Local residents submitted statements to the clerk’s office. “Citizens for OPT-In DURANGO,” an issue committee registered with the Durango City Clerk, submitted the comments “FOR” Ballot Issue 2A. The committee includes Karen Anesi, Sandy Burke, Bill LeMaire, Cathy Metz and Christina Rinderle.
Metz submitted the statement to the clerk with input from committee members. Additional “FOR” comments were submitted by Tami Joslin and Sweetie Marbury.
The comments written “AGAINST” Ballot Issue 2A were submitted by John Simpson, Barbara Bell and Christa Turnell.
The 1992 Taxpayer’s Bill of Rights requires a TABOR notice be sent to voters with fiscal information and a summary of FOR/AGAINST statements. There is no requirement the information be factually correct and municipalities are prevented from editing it to avoid accusations of bias. Reader beware.
The editorial board’s support of Ballot Issue 2A rests in the facts. This is not a new tax, rather a renewal of the existing 2005 sales and use tax. It perpetuates Durango as a visionary community and asks city and county residents, and visitors, in thirds to continue to invest $0.50 of every $100 spent on taxable goods and services in Durango’s parks, open space, fire mitigation, trails and capital improvement projects, with oversight by a citizen advisory board. The half-cent sales tax raised $6 million in 2023.
Rather than the Financial Advisory Board the city intends to use, the Herald’s editorial board supports establishing a new advisory board such that accompanied the 2005 tax, and is warranted for the scale and duration of this tax.
The 2005 tax funded the construction of the Durango Public Library and critical improvements to Florida Road. If the tax is renewed, 50% will continue to fund recreational amenities including Durango Mesa Park, the SMART 160 trail to Three Springs, the Animas River and Animas River Trail, and much more over 30 years, and 50% will fund the redevelopment of the former 9-R Administration Building and grounds to house a new city hall civic center campus, consolidating essential operations under one roof, constructing a new underground parking garage (freeing up street level residential parking) and a public bathroom at Buckley Park, and a new state of the art police station, and more.

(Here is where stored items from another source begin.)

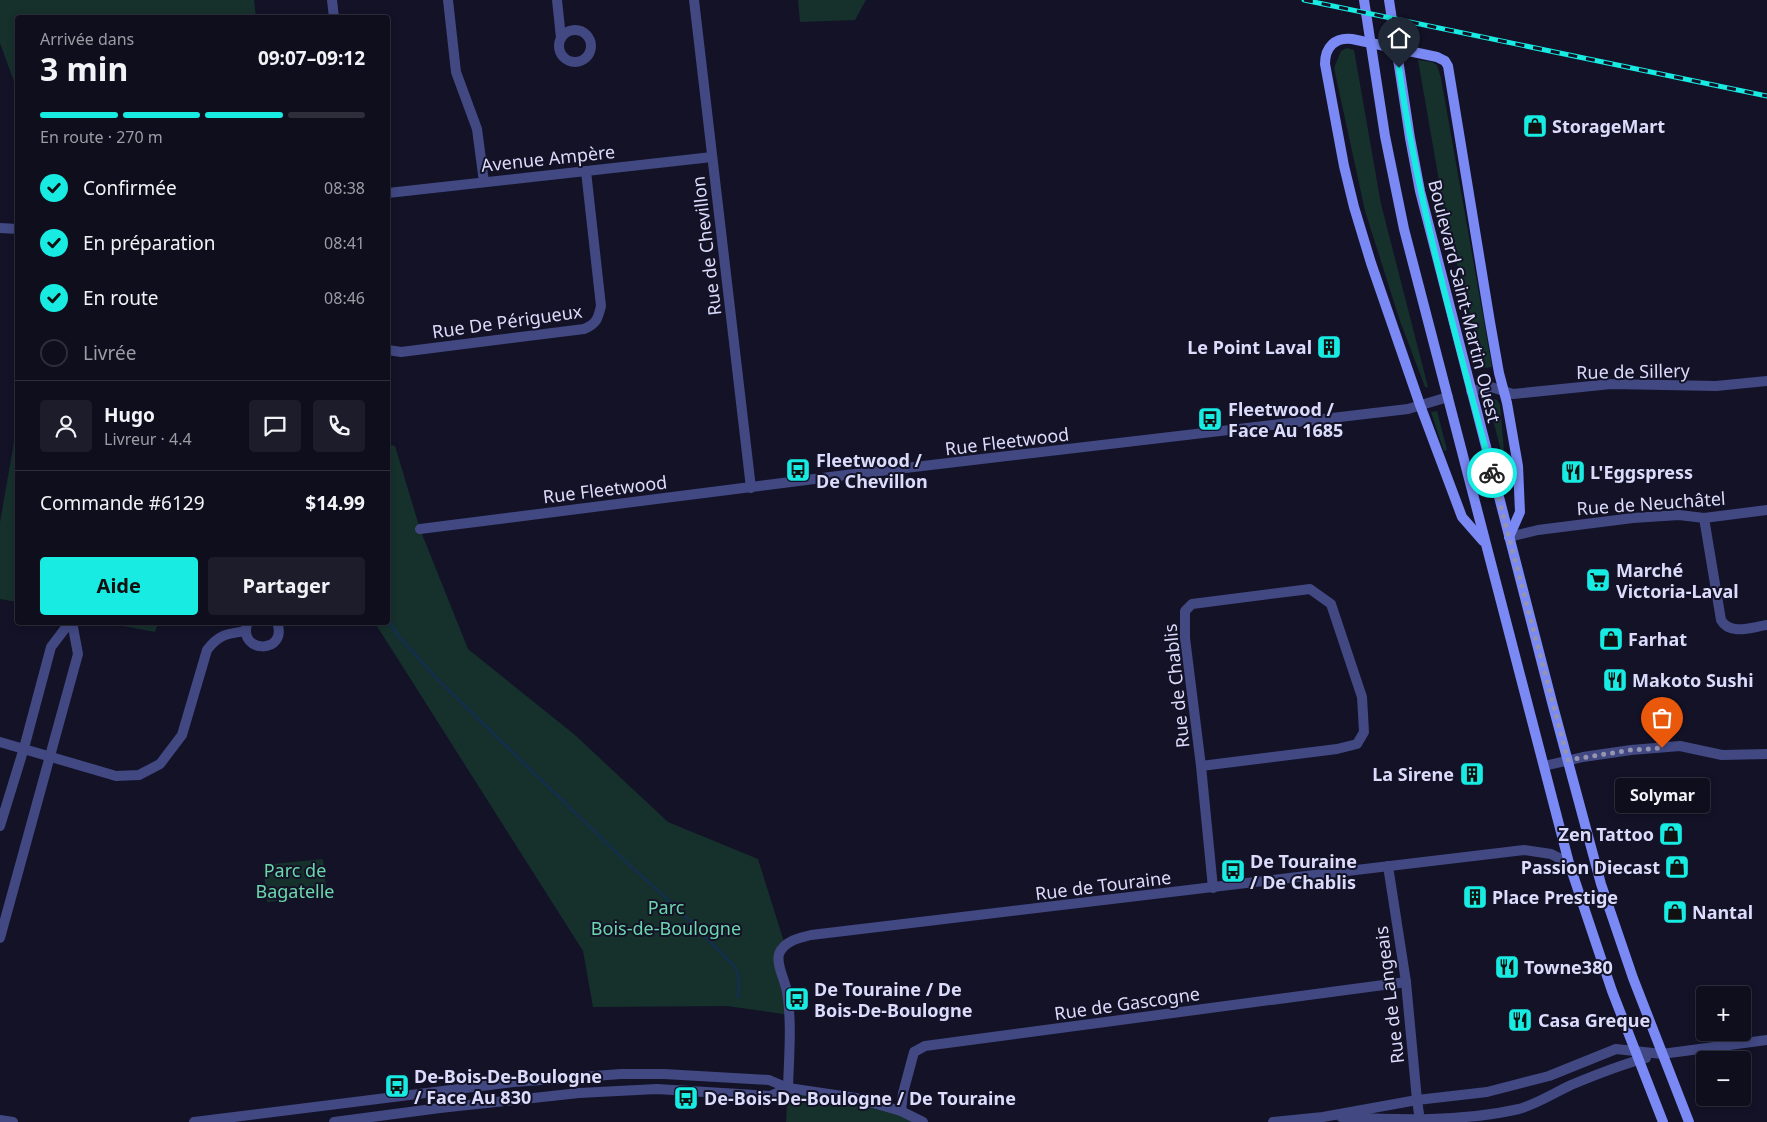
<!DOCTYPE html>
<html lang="fr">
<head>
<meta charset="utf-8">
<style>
  body { margin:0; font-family:"Noto Sans",sans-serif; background:#1c1c2a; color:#f1f3f6; height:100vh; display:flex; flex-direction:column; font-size:19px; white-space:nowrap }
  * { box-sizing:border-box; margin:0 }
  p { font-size:16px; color:#9b9ca4 }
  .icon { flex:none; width:28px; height:28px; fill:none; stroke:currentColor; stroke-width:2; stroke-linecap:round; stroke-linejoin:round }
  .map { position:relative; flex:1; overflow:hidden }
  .sheet { position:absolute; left:15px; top:15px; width:375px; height:610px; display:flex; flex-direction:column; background:#0e0e1d; border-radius:5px; box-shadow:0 2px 8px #0003,0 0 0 1px #2e2e3b }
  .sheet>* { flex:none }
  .tools { position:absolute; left:1696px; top:986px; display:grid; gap:10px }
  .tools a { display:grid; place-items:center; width:55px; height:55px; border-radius:5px; background:#0e0e1d; box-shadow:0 2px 8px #0003,0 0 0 1px #2e2e3b; font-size:25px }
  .pin { position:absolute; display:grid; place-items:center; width:42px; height:42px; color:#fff; margin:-51px -21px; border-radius:50% 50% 50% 0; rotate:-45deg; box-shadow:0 0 5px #0007 }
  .pin .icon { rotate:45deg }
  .courier { position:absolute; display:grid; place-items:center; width:50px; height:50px; margin:-25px; border:4px solid #18ebe2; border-radius:50%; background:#fff; color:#222; box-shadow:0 1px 6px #0007 }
  .bubble { position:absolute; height:35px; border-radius:5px; background:#0e0e1d; box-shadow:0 2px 8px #0003,0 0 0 1px #2e2e3b; font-size:16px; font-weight:700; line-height:35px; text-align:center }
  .overview em { font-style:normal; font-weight:700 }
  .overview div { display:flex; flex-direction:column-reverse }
  .overview { display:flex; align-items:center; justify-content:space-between; height:85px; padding:0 25px }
  h1 { font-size:32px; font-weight:700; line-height:38px }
  .bar { display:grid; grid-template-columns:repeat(4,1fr); gap:8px 5px; align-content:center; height:60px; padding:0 25px }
  .bar i { height:6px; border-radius:4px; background:#2e2e3b }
  .bar .current { background:#18ebe2 }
  .bar p { grid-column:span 4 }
  .line { display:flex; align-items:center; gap:12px; padding:0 25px; border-top:1px solid #2e2e3b }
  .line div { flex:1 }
  .round { display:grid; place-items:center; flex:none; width:52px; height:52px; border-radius:5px; background:#1c1c2a }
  ol { padding:0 25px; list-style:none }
  li { display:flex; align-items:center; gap:15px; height:55px }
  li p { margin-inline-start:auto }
  li .icon { padding:5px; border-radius:50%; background:#18ebe2; color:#111; stroke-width:4 }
  li:last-child { color:#9b9ca4 }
  li i { width:28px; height:28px; border:2px solid #2e2e3b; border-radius:50% }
  .primary-button { display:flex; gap:10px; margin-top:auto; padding:10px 25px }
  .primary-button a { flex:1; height:58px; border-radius:5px; background:#18ebe2; color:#111; font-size:20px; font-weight:700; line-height:58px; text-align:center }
  .primary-button a+a { background:#1c1c2a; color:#f1f3f6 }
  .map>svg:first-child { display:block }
</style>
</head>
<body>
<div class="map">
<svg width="1767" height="1122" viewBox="0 0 1767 1122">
  <rect width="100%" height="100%" fill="#131227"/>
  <g fill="#16302c">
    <polygon points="0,0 254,0 256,17 18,18 17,90 0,43"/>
    <polygon points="798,0 866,0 855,20 800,22"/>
    <polygon points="1347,48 1354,50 1381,204 1428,387 1425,387 1400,321 1365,211 1334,68 1341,51"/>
    <polygon points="1418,60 1432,62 1437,65 1441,78 1492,367 1484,368 1446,221"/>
    <polygon points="1494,399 1497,400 1500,404 1504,451 1501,451 1489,404 1490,400"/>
    <polygon points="1437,411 1447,450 1444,451 1431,412"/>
    <polygon points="17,425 17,602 0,599 0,522"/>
    <polygon points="388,444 395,446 420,529 468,649 575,735 668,822 758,859 785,945 779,955 790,1015 727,1006 593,1007 583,951 375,623 388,622"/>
    <polygon points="107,623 158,623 155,632"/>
    <polygon points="323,859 327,896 267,902 263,865"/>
    <polygon points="788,1088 856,1098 923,1122 786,1122"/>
  </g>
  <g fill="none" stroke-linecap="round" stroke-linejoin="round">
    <polyline stroke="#132f4a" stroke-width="3" points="388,619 396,633 438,680 624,860 679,910 736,968 739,983 738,997"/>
    <g stroke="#414882" stroke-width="10">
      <polyline points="332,0 334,18"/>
      <polyline points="448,0 456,72 477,129 484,182"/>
      <polyline points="557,0 561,38"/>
      <polyline points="694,0 751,488"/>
      <circle cx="575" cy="46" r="16"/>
      <polyline points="388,193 712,157"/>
      <polyline points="0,228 18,229"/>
      <path d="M 388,350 L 401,352 L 584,329 C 597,324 598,318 601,306 L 586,171"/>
      <polyline points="1471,391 1491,387 1513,394 1611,384 1716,386 1767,381"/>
      <path d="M 1704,518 L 1721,620 C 1730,636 1752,627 1767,625"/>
      <polyline points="420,529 846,475 1408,409 1448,397"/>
      <polyline points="1509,537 1538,530 1633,518 1679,515 1704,518 1767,510"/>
      <path d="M 248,622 C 235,653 289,656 277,622"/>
      <path d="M 0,742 L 116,776 L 139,775 L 160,764 L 182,735 L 207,650 C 219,634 227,634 246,631"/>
      <polyline points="1201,766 1337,749 1357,744 1364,732 1362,697 1331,604 1310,589 1192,604 1185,611 1185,638 1201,766 1213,888"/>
      <polyline points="1544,766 1583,757 1631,750 1680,746 1722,755 1767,754"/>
      <polyline points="1388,866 1406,982 1417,1100 1420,1121"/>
      <polyline points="1662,1054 1767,1040"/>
      <path d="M 788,1088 C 789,1056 792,1023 787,992 C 785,980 776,965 779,954 C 784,941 799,938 811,935 L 1524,850 L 1551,854 L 1569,863"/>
      <polyline points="901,1111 903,1093 914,1052 925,1046 1406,982"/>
    </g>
    <g stroke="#414882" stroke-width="10">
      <polyline points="0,826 24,748 51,647 70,622"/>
      <polyline points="0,938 78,654 72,622"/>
      <path d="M 1341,1117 C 1400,1120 1461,1122 1519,1109 C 1537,1104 1554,1093 1571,1085 C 1595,1075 1620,1065 1646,1058"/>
      <polyline points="0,1120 13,1122"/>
      <polyline points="194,1122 514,1082 621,1074 664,1074 769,1080 788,1088 856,1098 901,1111 923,1122"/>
      <polyline points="334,1122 440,1108 579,1093 657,1089 770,1096 788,1088"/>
      <polyline points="1273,1122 1323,1117 1417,1100 1487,1092 1549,1076 1616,1049 1662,1054"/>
    </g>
    <g stroke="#7a89f4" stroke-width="10">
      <polyline points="1364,0 1385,136 1404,229 1569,863 1612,991 1663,1122"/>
      <polyline points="1389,0 1410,138 1420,191 1553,706 1601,884 1633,978 1689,1122"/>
      <path d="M 1483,541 L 1462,517 L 1420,405 L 1371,263 L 1354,207 L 1344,166 L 1325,64 C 1325,47 1335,37 1352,39 L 1437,57 L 1445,61 L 1448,66 L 1490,322 L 1499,373 L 1507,403 L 1518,466 L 1520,512 L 1509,537"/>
    </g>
    <defs>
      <polyline id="rail" points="1304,0 1767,96"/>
    </defs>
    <use href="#rail" stroke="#18ebe2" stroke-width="5"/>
    <use href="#rail" stroke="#131227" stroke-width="3" stroke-dasharray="9" stroke-linecap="butt"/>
  </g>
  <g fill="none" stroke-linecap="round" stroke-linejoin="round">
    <polyline stroke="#9595b1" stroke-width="5" stroke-dasharray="0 9" points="1492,473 1568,760 1631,750 1662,748"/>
    <path stroke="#18ebe2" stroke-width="6" d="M 1399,68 C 1418,206 1457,339 1492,473"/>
  </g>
  <defs>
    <symbol id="shop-square" viewBox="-11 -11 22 22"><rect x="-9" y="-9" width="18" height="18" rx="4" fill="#18ebe2" stroke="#131227"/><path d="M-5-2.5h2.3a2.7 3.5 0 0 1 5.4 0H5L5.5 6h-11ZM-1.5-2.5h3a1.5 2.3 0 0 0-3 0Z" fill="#111"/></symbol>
    <symbol id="building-square" viewBox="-11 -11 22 22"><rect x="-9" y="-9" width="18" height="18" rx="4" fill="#18ebe2" stroke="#131227"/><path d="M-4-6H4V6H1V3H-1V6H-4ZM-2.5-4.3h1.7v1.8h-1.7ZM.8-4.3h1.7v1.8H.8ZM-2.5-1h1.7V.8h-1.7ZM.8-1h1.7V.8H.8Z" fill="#111"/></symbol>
    <symbol id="bus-square" viewBox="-11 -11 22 22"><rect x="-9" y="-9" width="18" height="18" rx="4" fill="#18ebe2" stroke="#131227"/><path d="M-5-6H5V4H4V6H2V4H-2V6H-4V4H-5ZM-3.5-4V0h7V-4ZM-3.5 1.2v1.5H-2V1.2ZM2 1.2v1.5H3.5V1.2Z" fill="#111"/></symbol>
    <symbol id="restaurant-square" viewBox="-11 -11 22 22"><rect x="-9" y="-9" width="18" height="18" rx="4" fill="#18ebe2" stroke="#131227"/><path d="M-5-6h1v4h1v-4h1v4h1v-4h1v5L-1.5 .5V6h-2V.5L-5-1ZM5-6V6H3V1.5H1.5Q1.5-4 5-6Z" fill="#111"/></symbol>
    <symbol id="supermarket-square" viewBox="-11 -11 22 22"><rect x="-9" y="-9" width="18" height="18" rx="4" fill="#18ebe2" stroke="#131227"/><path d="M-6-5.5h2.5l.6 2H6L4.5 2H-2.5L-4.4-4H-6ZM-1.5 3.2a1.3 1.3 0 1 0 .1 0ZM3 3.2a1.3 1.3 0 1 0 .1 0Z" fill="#111"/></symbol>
  </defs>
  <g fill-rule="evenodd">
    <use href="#shop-square" x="1521" y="112" width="28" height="28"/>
    <use href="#building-square" x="1315" y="333" width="28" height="28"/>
    <use href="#bus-square" x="1196" y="405" width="28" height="28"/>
    <use href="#bus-square" x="784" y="456" width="28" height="28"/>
    <use href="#restaurant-square" x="1559" y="458" width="28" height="28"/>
    <use href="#supermarket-square" x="1584" y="566" width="28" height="28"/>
    <use href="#shop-square" x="1597" y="625" width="28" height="28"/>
    <use href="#restaurant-square" x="1601" y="666" width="28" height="28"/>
    <use href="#building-square" x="1458" y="760" width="28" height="28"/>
    <use href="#shop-square" x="1657" y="820" width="28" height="28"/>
    <use href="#shop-square" x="1663" y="853" width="28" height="28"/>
    <use href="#bus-square" x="1219" y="857" width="28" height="28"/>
    <use href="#building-square" x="1461" y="883" width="28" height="28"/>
    <use href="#shop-square" x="1661" y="898" width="28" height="28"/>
    <use href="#restaurant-square" x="1493" y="953" width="28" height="28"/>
    <use href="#bus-square" x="783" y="985" width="28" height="28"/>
    <use href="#restaurant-square" x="1506" y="1006" width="28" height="28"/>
    <use href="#bus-square" x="383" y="1072" width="28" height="28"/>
    <use href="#bus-square" x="672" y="1084" width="28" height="28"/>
  </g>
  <g text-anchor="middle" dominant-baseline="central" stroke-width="4" stroke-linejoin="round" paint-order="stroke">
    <g font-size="18" font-weight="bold" fill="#dbdcfc" stroke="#131227" text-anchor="start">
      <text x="1552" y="126">StorageMart</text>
      <text x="1312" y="347" text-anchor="end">Le Point Laval</text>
      <text x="1228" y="409">Fleetwood /<tspan x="1228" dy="21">Face Au 1685</tspan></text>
      <text x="816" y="460">Fleetwood /<tspan x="816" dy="21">De Chevillon</tspan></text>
      <text x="1590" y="472">L'Eggspress</text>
      <text x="1616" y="570">Marché<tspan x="1616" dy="21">Victoria-Laval</tspan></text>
      <text x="1628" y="639">Farhat</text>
      <text x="1632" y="680">Makoto Sushi</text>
      <text x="1454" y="774" text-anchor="end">La Sirene</text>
      <text x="1654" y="834" text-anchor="end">Zen Tattoo</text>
      <text x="1250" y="861">De Touraine<tspan x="1250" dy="21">/ De Chablis</tspan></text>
      <text x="1660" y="867" text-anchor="end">Passion Diecast</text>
      <text x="1492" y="897">Place Prestige</text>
      <text x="1692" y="912">Nantal</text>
      <text x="1524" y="967">Towne380</text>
      <text x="814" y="989">De Touraine / De<tspan x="814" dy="21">Bois-De-Boulogne</tspan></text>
      <text x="1538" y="1020">Casa Greque</text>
      <text x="414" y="1076">De-Bois-De-Boulogne<tspan x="414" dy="21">/ Face Au 830</tspan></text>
      <text x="704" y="1098">De-Bois-De-Boulogne / De Touraine</text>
    </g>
    <g font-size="18" fill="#dbdcfc" stroke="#131227">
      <text transform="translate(548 158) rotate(-6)">Avenue Ampère</text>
      <text transform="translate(706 246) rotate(-97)">Rue de Chevillon</text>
      <text transform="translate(1465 301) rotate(76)">Boulevard Saint-Martin Ouest</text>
      <text transform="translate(507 321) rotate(-8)">Rue De Périgueux</text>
      <text transform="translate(1633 371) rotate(-1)">Rue de Sillery</text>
      <text transform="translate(1007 441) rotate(-7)">Rue Fleetwood</text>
      <text transform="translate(605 489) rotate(-7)">Rue Fleetwood</text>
      <text transform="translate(1651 503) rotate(-4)">Rue de Neuchâtel</text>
      <text transform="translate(1176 686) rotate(-96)">Rue de Chablis</text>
      <text transform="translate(1103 885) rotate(-7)">Rue de Touraine</text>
      <text transform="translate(1389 995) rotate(-97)">Rue de Langeais</text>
      <text transform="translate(1127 1003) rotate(-8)">Rue de Gascogne</text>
    </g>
    <g font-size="18" fill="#6cd7ad" stroke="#131227">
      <text x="295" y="870">Parc de<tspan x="295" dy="21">Bagatelle</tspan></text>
      <text x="666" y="907">Parc<tspan x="666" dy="21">Bois-de-Boulogne</tspan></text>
    </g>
  </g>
</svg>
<div class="tools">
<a>+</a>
<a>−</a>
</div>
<div class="pin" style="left:1662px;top:748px;background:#ea580c"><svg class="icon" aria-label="bag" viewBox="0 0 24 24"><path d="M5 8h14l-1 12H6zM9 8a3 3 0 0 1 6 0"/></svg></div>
<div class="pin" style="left:1399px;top:68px;background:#1f2937"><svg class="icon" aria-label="home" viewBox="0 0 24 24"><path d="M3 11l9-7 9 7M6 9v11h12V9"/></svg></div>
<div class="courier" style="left:1492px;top:473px"><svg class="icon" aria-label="bike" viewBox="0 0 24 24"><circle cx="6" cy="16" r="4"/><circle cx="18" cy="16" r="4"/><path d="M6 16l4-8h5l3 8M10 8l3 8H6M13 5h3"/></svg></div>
<div class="bubble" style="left:1615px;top:778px;width:95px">Solymar</div>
<section class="sheet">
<div class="overview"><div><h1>3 min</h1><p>Arrivée dans</p></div><em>09:07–09:12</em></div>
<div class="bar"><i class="current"></i><i class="current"></i><i class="current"></i><i></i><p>En route · 270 m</p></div>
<ol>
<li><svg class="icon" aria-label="check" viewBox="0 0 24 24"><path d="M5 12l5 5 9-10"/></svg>Confirmée<p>08:38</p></li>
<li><svg class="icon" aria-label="check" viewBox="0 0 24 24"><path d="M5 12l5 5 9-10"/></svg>En préparation<p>08:41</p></li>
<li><svg class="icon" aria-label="check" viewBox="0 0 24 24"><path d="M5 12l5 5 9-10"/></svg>En route<p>08:46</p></li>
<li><i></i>Livrée</li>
</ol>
<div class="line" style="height:90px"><a class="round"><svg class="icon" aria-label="person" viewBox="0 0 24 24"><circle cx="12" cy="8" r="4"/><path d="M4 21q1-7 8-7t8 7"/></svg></a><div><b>Hugo</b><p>Livreur · 4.4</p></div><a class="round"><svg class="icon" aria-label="chat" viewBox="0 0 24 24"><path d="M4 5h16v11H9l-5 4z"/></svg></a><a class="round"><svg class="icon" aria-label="phone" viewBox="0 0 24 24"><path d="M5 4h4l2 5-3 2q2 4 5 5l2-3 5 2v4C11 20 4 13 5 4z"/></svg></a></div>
<div class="line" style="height:65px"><div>Commande #6129</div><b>$14.99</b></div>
<div class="primary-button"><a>Aide</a><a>Partager</a></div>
</section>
</div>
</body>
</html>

We are sympathetic to a concern expressed about the $123 million total repayment cost over 30 years of financing a $61 million dollar bond. Unfortunately, it is the cost of doing business in which all municipalities, not just Durango, are engaged. Like consumer borrowing, interest is charged and over 30 years adds up. We trust the city to seek the most favorable financing.
By sharing the Greek proverb, “A society grows great when old men plant trees in whose shade they shall never sit,” in his advocacy for renewing the tax, Bill LeMaire taps a sentiment that we share – the moral obligation to invest in Durango’s historic, natural and physical community assets.
Vote FOR Ballot Issue 2A on or before April 1. Ballots will be mailed the week of March 10.